Ok, here’s the "forever" part.
"""
Any future performances, recordings or commercial editions of the
awarded works must
include, in program notes, CD/DVD's booklets and scores, the mention "
Winner of the 1st
International Composition Prize Machado e Cerveira - 2011", or
“Mention of Honour in the 1st
International Composition Prize Machado e Cerveira -2011”, as well as
the mention “This prize
had the financial support of the Ministry of Culture”, followed by the
MC (Ministry of Culture),
CMC (Cascais Town Hall) and CMM (Mafra Town Hall) logos.
"""
"*Any* future ... *must* include, in ... scores(!), followed by
the ... logos."
Of course a proud composer would mention this contest. But including
the sponsor’s logos? Forever??
If you don’t become famous, it’s no problem.
But imagine you’d have to credit each of Mozart’s, Bach’s etc.
principals including their coat of arms in every kind of publication?
(Ignoring that they're in the public domain now.)
I had to typeset/layout a lot of gastronomical PR stuff - it’s really
a PITA to always include all supplier logos (brewery etc.), just
because they helped paying! (Try to get logos in a printable quality!
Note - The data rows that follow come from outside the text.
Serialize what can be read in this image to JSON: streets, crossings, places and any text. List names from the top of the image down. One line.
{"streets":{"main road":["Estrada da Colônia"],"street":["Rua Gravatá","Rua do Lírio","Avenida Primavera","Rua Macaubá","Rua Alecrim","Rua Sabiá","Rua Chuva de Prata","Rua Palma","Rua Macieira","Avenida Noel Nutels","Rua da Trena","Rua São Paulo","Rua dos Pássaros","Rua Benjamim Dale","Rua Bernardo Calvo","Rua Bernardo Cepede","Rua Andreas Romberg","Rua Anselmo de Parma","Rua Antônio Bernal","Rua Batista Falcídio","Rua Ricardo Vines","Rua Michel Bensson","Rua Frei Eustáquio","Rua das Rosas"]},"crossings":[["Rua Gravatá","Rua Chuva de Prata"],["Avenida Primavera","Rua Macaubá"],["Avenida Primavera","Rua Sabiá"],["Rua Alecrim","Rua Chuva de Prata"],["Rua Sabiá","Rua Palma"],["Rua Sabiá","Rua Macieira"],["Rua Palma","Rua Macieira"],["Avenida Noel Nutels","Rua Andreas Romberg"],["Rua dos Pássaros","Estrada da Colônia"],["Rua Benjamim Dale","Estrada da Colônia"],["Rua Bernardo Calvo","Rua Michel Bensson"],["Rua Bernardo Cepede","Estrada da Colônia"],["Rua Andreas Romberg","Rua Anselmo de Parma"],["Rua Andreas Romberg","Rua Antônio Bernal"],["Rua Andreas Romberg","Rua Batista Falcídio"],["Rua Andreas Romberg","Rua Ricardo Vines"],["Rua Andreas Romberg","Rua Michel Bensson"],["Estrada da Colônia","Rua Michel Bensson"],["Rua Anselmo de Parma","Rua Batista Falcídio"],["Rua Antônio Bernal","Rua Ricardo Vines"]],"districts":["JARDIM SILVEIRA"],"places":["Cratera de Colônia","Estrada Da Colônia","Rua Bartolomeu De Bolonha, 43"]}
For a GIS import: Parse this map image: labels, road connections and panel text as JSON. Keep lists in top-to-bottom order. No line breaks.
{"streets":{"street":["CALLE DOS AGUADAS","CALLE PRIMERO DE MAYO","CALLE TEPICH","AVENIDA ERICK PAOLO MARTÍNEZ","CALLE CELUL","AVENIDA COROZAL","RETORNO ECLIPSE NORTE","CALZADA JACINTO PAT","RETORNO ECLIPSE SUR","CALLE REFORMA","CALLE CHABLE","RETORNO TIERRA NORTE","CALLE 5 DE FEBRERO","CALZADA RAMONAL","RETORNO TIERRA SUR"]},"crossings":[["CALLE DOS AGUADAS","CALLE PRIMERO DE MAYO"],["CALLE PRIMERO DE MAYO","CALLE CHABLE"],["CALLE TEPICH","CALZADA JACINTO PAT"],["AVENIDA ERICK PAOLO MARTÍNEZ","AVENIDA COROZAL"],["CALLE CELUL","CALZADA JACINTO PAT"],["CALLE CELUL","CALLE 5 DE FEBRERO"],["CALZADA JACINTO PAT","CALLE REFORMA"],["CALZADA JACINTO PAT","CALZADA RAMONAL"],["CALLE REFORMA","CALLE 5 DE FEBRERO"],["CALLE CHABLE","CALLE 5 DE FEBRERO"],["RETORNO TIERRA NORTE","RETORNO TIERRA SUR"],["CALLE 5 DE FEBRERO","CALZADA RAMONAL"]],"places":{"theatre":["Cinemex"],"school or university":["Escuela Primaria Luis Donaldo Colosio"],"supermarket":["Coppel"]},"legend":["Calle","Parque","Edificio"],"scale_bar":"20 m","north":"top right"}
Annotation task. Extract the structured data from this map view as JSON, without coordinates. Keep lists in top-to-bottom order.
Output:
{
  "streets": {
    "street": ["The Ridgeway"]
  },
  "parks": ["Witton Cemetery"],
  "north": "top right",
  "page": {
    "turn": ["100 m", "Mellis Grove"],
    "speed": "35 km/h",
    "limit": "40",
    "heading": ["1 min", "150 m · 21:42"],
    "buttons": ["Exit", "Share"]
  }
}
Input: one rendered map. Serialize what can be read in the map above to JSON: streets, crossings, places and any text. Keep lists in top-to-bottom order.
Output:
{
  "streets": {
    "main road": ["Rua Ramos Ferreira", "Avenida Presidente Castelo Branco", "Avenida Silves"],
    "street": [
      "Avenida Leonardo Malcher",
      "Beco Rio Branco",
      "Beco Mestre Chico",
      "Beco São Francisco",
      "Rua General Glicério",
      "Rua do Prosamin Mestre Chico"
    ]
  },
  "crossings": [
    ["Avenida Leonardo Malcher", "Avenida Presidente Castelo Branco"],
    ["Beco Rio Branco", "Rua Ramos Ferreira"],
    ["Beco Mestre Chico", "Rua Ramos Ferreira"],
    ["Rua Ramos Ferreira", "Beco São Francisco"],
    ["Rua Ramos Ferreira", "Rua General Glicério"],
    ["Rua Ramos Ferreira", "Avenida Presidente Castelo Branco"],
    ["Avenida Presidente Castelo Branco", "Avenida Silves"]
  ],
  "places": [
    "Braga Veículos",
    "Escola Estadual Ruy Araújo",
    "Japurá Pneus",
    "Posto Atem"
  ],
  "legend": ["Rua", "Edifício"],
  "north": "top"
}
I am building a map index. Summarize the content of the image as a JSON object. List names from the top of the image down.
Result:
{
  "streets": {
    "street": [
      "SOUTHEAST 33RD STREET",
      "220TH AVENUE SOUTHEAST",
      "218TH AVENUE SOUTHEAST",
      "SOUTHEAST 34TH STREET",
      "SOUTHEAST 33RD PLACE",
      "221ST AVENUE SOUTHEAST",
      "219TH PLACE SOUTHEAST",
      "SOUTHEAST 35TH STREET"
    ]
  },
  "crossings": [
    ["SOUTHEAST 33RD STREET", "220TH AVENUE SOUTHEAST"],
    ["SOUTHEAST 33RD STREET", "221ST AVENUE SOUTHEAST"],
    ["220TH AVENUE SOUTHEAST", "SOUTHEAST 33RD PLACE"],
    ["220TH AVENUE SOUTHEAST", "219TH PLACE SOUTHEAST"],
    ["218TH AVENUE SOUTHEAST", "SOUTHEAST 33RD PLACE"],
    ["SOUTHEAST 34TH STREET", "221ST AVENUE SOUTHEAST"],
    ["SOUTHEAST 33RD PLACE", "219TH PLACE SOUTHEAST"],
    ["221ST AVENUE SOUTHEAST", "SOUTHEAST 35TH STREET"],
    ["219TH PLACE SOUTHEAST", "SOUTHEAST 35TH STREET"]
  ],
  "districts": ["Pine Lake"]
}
Some of them you’ll get as a fax every time, and afterwards they
complain that’s not in color... A bunch of different logos spoils
every good layout.)
(Why does anyone care about a concerts for six organs at all? I'm
just a
humble folk musician, but I know there are great organs around
where you
don't need six organists playing at once. I can't imagine there's any
musical advantage of six small organs over a good, big one...)
There are things you can do with twelve hands, that you can't with two
... To be honest, musically speaking this looks like a fantastic
concept: the opportunity to write music for a very particular location
with very particular acoustic and sonic properties.
I can imagine very particular disharmonies due to the distance and
spreading of these organs.
But of course it might be interesting to play with "surround" effects.
Greetlings from Lake Constance
---
fiëé visuëlle
Henning Hraban Ramm
http://www.fiee.net
http://angerweit.tikon.ch/lieder/
https://www.cacert.org (I'm an assurer)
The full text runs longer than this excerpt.